Какая нелегкая занесла капитана Джеймса Олбрайна в эти гиблые края? Его, выпускника Вест-Пойнта, чье имя золотом занесено на беломраморную доску лучших воспитанников. Отец Джеймса погиб во Вьетнаме в 1973 году. Как раз в год, когда он родился. Вернее, он появился на свет, а отца уже не было в живых. Когда ему исполнилось пять лет, мать вышла замуж. Отчим был нормальный мужик, заботился о нем. Но в 17 лет свои представления о родительской заботе и любви. К тому же у матери с отчимом появилось своих трое детей. В Вест-Пойнте первоочередным правом зачисления пользуются сыновья погибших офицеров. И еще нужна рекомендация члена Конгресса или какой-нибудь важной шишки. Перед поступлением – «учебка», которую все называли «Бараки чудовищ». Это был страшный прессинг с адскими физическими нагрузками, моральным унижением. Жизнь в академии шла по раз и навсегда установленным правилам. Девиз академии – «Долг, Честь, Отечество» – у воспитанников обрел более понятную форму: «Кадет не солжет, не обманет, не украдет и не будет терпеть этого со стороны других». Однажды в столовой после пятичасового марш-броска он нарезал традиционный яблочный торт не так, как это было положено по уставу. Надо было ровными треугольниками, а он порезал кубиками. И за это все отделение было лишено сладкого.
– Вам необходимо отдохнуть хотя бы пару часов, – сказал сержант.
– Ты прав, а то уже начинаются галлюцинации.
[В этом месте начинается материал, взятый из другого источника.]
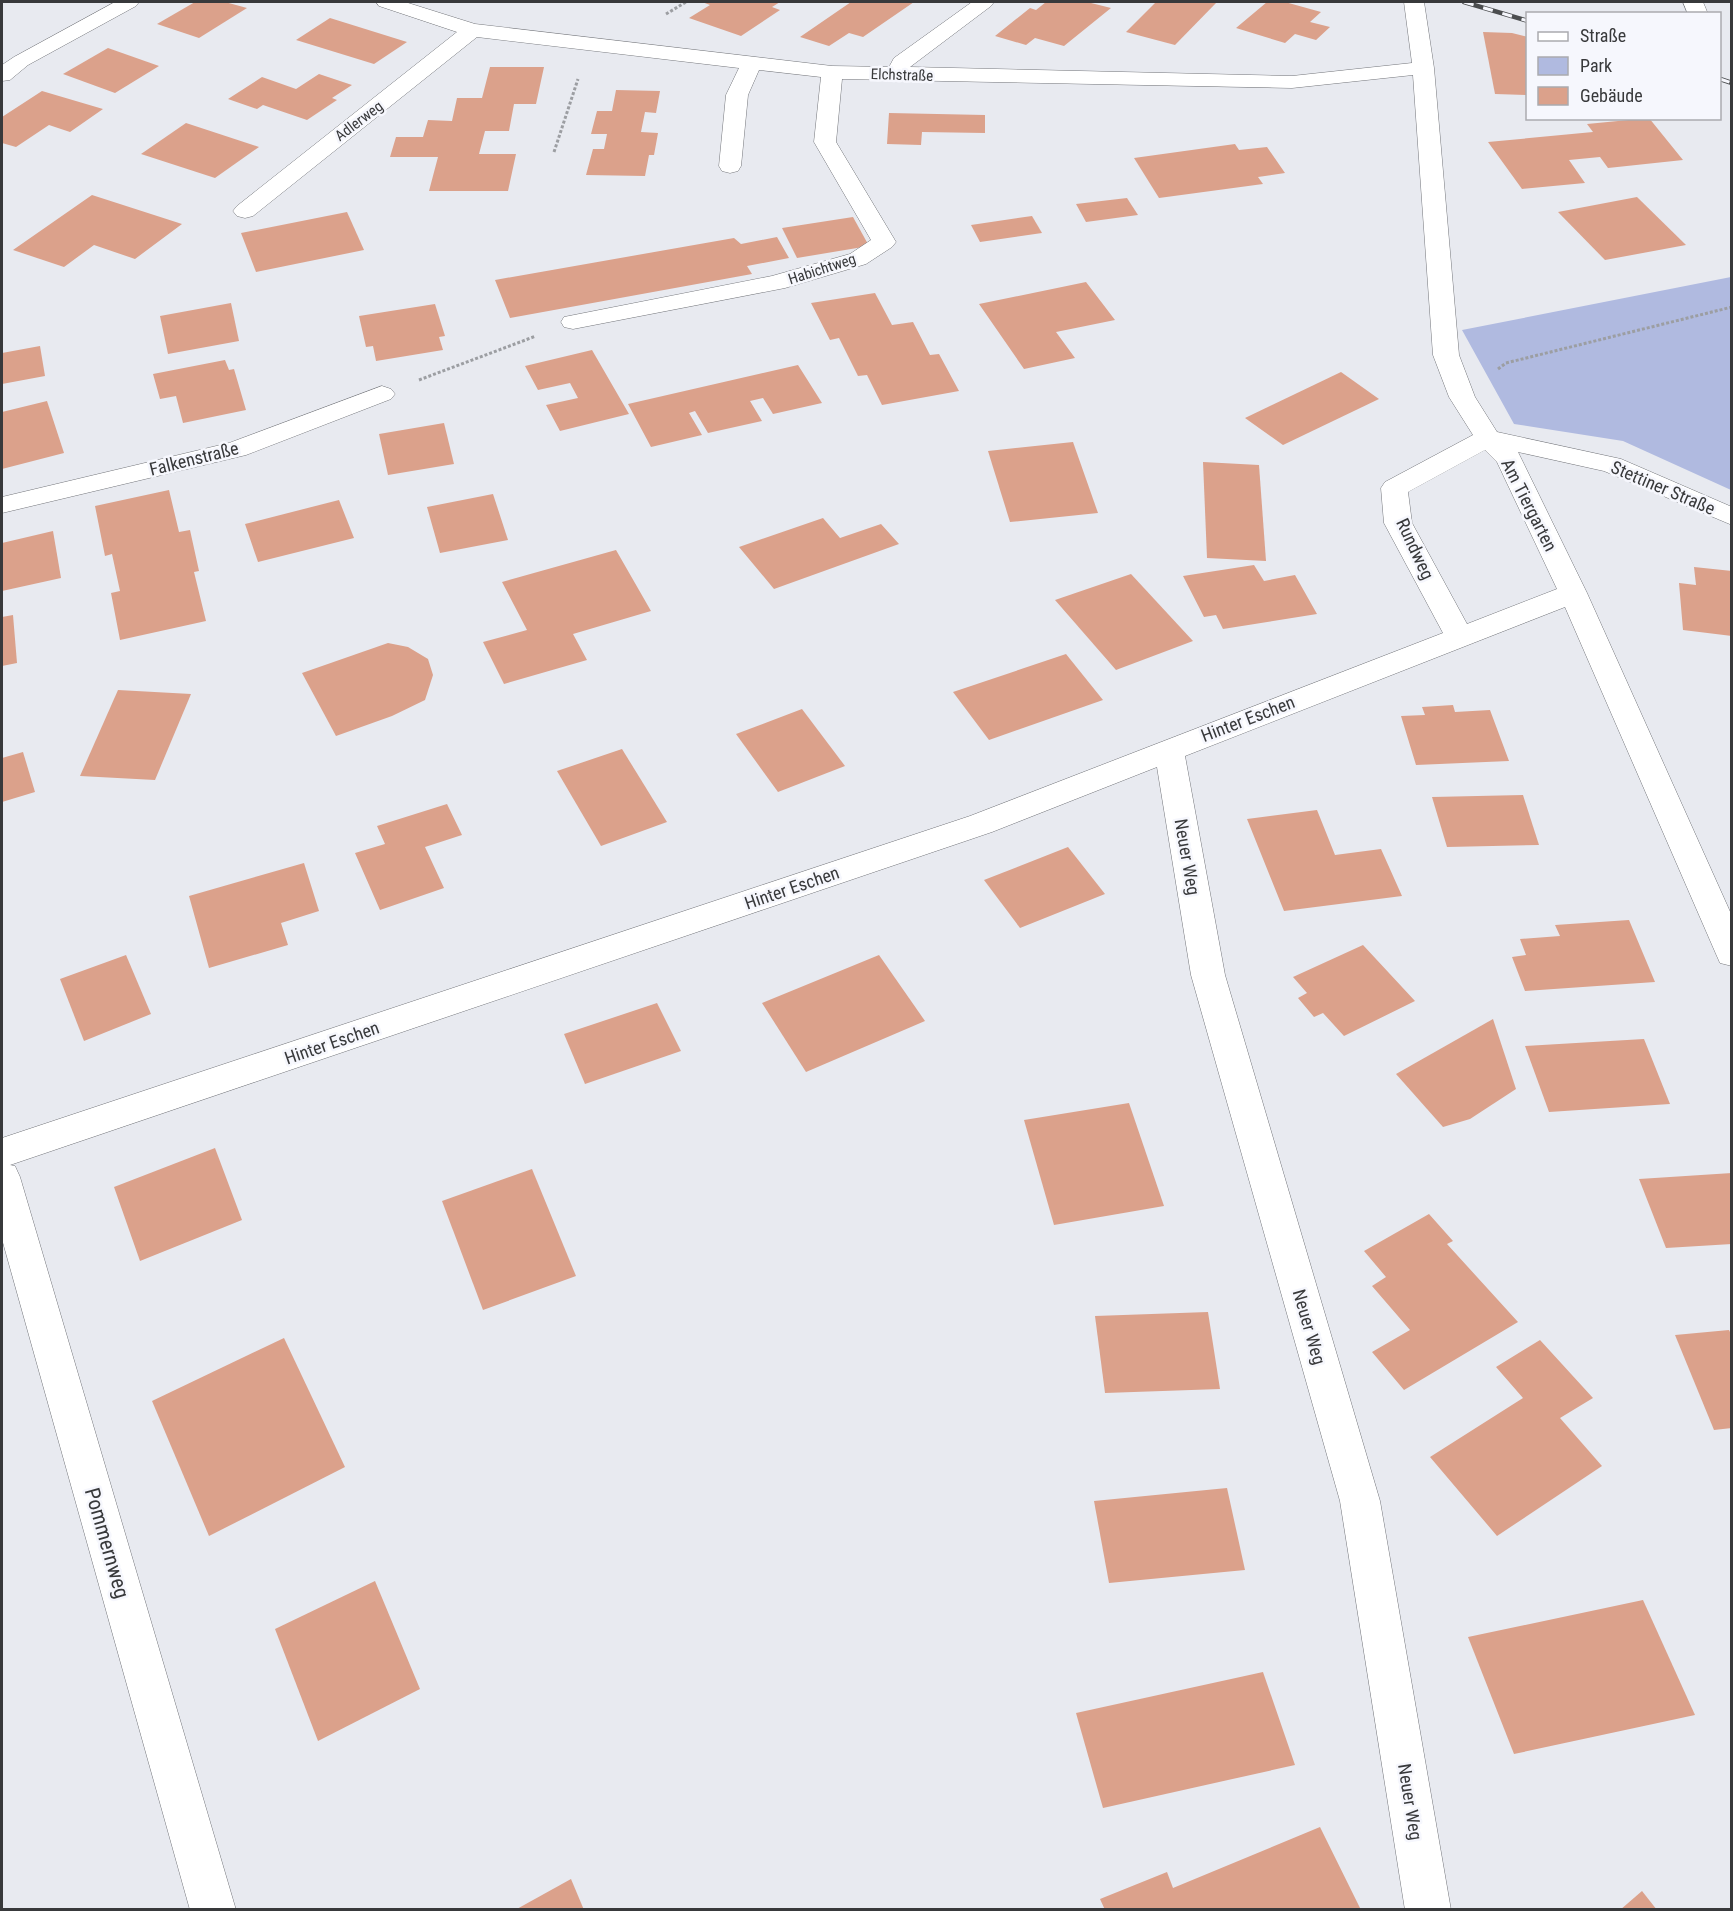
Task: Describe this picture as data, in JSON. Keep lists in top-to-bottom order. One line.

В академии он познакомился с Мэри Лонг. Она была тоже курсантом. Яркая брюнетка с зелеными глазами, а фигурка, как у девахи с январской страницы календаря «Плейбой» за 1983 год: там такая роскошная бабца сидит в белом цилиндре и верхом на стуле. В Вест-Пойнте многие бы мечтали о такой подружке. Но порядки в академии были строгие: отчислить могли даже за легкий флирт. По существующему в академии правилу парень и девушка вместе сидеть в одной комнате могут только при открытой двери и на расстоянии не ближе, чем 20 дюймов друг от друга.
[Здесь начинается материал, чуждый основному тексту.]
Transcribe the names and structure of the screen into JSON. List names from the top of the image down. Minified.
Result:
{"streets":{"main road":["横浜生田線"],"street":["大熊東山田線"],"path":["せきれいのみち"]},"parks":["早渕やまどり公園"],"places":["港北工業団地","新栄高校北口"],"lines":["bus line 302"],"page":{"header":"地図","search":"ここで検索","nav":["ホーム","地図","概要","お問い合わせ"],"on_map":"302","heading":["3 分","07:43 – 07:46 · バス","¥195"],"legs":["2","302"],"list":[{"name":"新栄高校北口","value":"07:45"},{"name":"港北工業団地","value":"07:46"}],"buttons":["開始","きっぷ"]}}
– Выбор невелик: или самим как-то уносить отсюда ноги, или все же попытаться отбить наших людей, – размышлял вслух сержант. – Говорят, Кир может и отпустить пленных, если они попались впервые.
– Я не верю этим азиатам. Сегодня они делают одно, завтра другое. А отбить пленных собственными силами, как ты предлагаешь, мы не сумеем, слишком большой риск, – сказал капитан.